Dan Savage is a homosexual American author and journalist who writes an internationally-syndicated relationship and sex advice column, Savage Love.
He argues against the American obsession with strict fidelity. In its place he proposes a sensibility modelled on homosexual American males because of that community’s tolerance for pornography, fetishes and a variety of partnered arrangements, from strict monogamy to wide openness.
According to Savage, “A more flexible attitude within marriage may be what the straight community needs. Treating monogamy, rather than honesty or joy or humour, as the main indicator of a successful marriage gives people unrealistic expectations of themselves and their partners….
“Monogamy is right for many couples. But… some people need more than one partner, just as some people need flirting, others need to be whipped, others need lovers of both sexes. We can’t help our urges, and we should not lie to our partners about them. In some marriages, talking honestly about our needs will forestall or obviate affairs; in other marriages, the conversation may lead to an affair, but with permission. In both cases, honesty is the best policy.”
While New York legalised homosexual marriage, in California Governor Jerry Brown signed Senate Bill 48 which mandates teaching students the “role and contributions of … gay, bisexual and transgender Americans … to the development of California and the United States”. The law forbids the adoption of any textbooks or other instructional material which reflects “adversely” on homosexuals.
Randy Thomasson of Save California says the new law means public school children will be taught to admire homosexuality, same-sex marriage, bisexuality, cross-dressing and sex-change operations.

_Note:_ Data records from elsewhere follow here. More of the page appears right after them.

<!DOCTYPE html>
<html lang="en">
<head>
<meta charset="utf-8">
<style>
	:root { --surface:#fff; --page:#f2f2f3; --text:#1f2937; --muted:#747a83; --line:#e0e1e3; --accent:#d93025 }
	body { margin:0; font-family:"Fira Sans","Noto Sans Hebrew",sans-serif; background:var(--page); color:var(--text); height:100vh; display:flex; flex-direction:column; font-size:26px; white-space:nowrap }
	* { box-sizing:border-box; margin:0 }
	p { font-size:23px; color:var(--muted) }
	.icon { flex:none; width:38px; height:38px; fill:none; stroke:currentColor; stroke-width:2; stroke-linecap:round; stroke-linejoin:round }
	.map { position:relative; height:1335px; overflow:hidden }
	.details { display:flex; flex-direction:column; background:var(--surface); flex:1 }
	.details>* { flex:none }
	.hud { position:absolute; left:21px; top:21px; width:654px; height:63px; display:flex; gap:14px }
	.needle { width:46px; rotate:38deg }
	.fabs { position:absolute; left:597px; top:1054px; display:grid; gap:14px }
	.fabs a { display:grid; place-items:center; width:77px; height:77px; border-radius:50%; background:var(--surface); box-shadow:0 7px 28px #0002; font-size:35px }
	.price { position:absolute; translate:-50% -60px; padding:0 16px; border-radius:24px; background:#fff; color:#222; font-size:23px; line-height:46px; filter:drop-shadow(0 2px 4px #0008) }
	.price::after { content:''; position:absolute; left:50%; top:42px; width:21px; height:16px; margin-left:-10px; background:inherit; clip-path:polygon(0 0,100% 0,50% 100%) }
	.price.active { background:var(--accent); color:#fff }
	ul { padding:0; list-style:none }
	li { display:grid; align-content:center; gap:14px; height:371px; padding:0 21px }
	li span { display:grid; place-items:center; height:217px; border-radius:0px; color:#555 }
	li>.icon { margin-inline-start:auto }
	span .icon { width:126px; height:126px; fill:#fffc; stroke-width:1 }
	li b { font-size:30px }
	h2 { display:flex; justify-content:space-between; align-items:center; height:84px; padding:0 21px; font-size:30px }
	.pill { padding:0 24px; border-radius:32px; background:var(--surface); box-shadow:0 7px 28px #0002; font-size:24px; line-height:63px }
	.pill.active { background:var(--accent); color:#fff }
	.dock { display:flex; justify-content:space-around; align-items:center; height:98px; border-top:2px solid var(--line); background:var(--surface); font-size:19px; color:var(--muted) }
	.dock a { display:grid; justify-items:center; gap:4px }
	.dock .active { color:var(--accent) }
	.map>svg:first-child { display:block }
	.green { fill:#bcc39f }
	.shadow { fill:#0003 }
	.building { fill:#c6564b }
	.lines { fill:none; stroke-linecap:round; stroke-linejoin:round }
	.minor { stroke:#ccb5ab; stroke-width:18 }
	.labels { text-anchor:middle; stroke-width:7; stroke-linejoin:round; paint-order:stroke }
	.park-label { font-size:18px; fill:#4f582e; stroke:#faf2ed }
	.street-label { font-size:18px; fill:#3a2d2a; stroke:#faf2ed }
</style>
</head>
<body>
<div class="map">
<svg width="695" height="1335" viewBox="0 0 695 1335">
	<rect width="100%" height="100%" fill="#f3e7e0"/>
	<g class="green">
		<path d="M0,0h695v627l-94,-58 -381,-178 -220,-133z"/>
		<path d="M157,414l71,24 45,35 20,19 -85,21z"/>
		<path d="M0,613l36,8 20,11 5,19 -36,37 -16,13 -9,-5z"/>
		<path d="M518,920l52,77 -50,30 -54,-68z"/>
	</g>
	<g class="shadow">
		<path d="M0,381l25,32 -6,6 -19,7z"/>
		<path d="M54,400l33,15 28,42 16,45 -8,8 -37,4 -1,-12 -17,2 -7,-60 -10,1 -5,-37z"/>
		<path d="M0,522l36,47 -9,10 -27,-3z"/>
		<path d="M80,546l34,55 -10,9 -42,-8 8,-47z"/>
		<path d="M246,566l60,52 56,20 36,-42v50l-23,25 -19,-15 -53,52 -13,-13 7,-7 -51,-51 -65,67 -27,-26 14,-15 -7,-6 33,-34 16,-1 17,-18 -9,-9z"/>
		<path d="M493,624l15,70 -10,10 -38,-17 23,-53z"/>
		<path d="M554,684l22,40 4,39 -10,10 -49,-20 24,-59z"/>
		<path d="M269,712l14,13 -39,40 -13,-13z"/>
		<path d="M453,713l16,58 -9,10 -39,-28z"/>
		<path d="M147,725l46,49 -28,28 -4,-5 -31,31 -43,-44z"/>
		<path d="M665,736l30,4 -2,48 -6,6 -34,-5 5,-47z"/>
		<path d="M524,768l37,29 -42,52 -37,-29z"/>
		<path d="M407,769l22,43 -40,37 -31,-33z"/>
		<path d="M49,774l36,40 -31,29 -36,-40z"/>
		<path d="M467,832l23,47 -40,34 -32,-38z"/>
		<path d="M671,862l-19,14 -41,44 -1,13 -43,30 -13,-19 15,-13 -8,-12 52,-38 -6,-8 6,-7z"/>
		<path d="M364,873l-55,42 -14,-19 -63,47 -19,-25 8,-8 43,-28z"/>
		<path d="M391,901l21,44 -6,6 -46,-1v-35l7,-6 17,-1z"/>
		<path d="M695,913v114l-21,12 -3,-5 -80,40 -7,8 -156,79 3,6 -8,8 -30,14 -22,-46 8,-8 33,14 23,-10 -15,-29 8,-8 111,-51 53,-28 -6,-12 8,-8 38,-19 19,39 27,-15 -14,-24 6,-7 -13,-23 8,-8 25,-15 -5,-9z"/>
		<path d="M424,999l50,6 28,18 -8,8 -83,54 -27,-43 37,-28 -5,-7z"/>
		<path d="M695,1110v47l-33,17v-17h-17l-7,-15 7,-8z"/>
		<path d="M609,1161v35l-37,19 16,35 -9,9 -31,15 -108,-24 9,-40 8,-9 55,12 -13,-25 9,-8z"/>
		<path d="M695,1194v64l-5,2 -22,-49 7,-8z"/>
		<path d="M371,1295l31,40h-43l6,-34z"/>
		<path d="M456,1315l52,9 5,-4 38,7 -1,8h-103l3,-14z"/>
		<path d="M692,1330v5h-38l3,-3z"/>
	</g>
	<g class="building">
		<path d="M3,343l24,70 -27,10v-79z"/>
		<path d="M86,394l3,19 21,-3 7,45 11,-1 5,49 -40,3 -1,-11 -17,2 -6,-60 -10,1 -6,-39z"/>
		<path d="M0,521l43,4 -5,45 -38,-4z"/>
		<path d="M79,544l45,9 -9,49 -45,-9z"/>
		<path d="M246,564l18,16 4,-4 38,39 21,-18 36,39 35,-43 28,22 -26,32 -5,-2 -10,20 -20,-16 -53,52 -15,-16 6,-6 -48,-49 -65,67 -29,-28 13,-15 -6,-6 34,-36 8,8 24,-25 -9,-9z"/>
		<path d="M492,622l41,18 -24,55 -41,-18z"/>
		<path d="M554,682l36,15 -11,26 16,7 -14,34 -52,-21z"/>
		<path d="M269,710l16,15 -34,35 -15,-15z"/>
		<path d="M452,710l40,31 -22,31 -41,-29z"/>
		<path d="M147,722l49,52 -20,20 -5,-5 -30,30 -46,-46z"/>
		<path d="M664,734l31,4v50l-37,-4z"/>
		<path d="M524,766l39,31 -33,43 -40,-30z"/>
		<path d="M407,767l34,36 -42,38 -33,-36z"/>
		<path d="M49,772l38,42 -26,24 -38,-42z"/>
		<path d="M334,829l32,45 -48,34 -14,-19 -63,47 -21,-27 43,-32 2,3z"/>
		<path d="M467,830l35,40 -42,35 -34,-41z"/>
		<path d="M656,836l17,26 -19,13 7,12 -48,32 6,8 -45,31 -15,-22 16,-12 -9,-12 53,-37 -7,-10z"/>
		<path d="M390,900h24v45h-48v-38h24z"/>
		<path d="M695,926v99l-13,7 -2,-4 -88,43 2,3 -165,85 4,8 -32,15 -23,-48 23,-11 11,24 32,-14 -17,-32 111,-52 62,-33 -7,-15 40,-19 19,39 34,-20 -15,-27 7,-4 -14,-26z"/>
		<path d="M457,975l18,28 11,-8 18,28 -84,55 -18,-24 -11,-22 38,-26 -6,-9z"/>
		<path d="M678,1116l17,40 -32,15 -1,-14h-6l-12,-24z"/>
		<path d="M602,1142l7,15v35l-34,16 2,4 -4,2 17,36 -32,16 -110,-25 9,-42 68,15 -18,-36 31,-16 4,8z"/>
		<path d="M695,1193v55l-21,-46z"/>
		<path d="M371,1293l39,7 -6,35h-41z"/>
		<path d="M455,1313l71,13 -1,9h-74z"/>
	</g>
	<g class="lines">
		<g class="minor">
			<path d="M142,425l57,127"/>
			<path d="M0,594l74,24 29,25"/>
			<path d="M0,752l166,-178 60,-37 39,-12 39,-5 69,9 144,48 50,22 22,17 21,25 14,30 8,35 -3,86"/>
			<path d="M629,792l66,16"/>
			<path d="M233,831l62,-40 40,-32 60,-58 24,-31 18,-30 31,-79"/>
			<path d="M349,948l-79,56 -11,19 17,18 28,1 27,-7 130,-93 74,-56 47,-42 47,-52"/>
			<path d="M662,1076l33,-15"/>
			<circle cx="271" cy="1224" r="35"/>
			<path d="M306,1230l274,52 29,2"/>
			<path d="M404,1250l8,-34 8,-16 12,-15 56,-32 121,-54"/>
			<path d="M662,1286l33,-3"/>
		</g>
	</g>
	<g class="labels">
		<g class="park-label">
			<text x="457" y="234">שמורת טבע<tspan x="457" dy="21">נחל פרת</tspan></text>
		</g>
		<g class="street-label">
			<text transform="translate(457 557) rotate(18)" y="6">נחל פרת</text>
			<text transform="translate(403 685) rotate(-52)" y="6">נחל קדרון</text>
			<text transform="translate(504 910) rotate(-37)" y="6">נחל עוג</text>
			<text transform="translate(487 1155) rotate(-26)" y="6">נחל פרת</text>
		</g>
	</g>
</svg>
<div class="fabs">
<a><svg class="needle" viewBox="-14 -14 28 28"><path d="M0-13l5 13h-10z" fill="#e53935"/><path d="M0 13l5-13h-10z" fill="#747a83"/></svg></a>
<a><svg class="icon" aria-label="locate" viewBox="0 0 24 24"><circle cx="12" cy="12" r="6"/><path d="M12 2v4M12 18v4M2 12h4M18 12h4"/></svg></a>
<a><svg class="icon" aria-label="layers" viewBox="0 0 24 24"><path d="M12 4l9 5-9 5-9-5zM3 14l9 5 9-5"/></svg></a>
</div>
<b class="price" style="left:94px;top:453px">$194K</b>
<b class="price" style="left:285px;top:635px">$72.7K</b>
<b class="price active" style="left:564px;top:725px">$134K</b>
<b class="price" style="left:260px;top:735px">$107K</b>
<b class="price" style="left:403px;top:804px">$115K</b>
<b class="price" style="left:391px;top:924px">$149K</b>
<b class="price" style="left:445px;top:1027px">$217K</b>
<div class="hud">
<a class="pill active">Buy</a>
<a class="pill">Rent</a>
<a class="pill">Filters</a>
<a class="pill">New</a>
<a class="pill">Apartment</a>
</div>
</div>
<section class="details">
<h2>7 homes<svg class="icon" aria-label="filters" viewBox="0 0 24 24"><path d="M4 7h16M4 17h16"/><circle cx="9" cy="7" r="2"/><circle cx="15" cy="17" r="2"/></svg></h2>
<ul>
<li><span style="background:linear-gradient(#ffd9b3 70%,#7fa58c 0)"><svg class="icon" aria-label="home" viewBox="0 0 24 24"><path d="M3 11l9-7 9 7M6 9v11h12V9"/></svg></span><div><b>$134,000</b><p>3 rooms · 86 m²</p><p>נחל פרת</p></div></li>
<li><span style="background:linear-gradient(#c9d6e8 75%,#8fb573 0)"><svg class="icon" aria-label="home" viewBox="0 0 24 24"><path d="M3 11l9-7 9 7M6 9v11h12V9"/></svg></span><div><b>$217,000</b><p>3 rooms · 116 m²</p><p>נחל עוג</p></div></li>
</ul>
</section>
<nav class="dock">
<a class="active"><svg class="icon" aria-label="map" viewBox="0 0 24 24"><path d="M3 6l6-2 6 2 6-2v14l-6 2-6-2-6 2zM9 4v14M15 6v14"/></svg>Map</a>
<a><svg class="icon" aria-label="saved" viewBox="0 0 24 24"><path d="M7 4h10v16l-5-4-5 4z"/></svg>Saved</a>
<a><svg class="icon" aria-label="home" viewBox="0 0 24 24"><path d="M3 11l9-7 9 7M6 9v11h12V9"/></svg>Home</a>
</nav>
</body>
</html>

Children will also be taught to support LGBTIQ (lesbian/gay/bisexual/transgender/intersexed/questioning) political activism because of the law’s emphasis on “portraying the role of these groups in contemporary society”.
Thomasson predicts that teachers will have no choice but to positively portray LBGTIQ lifestyles, lest they be accused of “reflecting adversely” or “promoting a discriminatory bias”. Parents will not be notified nor will they be able to exempt their children because alternative lifestyle lessons will be part of the core curriculum.
Dr Michael L. Brown, host of the daily US syndicated talk radio show, The Line of Fire, and author of A Queer Thing Happened to America — he also provided the foreword to Bill Muehlenberg’s recently published 266-page study, Strained Relations: The Challenge of Homosexuality — writes that what happens in California doesn’t stay in California: textbooks printed for the most populous state will be used throughout the nation.
Brown is critical of introducing sexual categories to little ones who haven’t a clue what sexual orientation is, let alone having the ability to wrap their minds around “bisexual” or “transgender”. He says that, to add insult to injury, Judge Mark Wolff of the US Court of Appeals, in a case in Massachusetts brought by parents who objected to state-sponsored sexualising of their first-graders, ruled that schools have a greater responsibility to teach “diversity” than to honour the requests of parents.
The American Family Association warns that school boards will be required to select textbooks and other instructional materials that positively portray “LGBTIQ” lifestyles, because to be silent on these subjects opens them up to charges of discrimination.
State schools chief for California, Tom Torlakson, released a statement on SB 48, declaring: “I applaud Governor Brown’s decision to sign SB 48 into law, and I congratulate [homosexual] Senator [Mark] Leno for authoring this important legislation. Our history is more complete when we recognise the contributions of people from all backgrounds and walks of life.
“As the result of ongoing budget reductions, the state process for the development and review of K-8 instructional materials is currently dormant, but the California Department of Education looks forward to curriculum that reflects the diversity of our state.”
Within two weeks, opponents of SB 48 drafted a referendum challenging the new law. Said Paulo Sibaja, spokesman for Stop SB 48: “At a time of budget cuts, California schools should be focused on improving student performance and lowering the high school dropout rate.” (Californian students rank in the bottom 10 per cent nationally in reading and maths)
He continued: “Politicians have no business writing textbooks. It should be left to the historians and academic experts.”
It is a delicious irony that California is too broke to implement SB 48. Nor is it surprising that the US under Obama is trillions in debt.
Re-writing history and subverting the model of the natural family do not come cheap.
Babette Francis, B.Sc. (Hons), is national coordinator of Endeavour Forum Inc.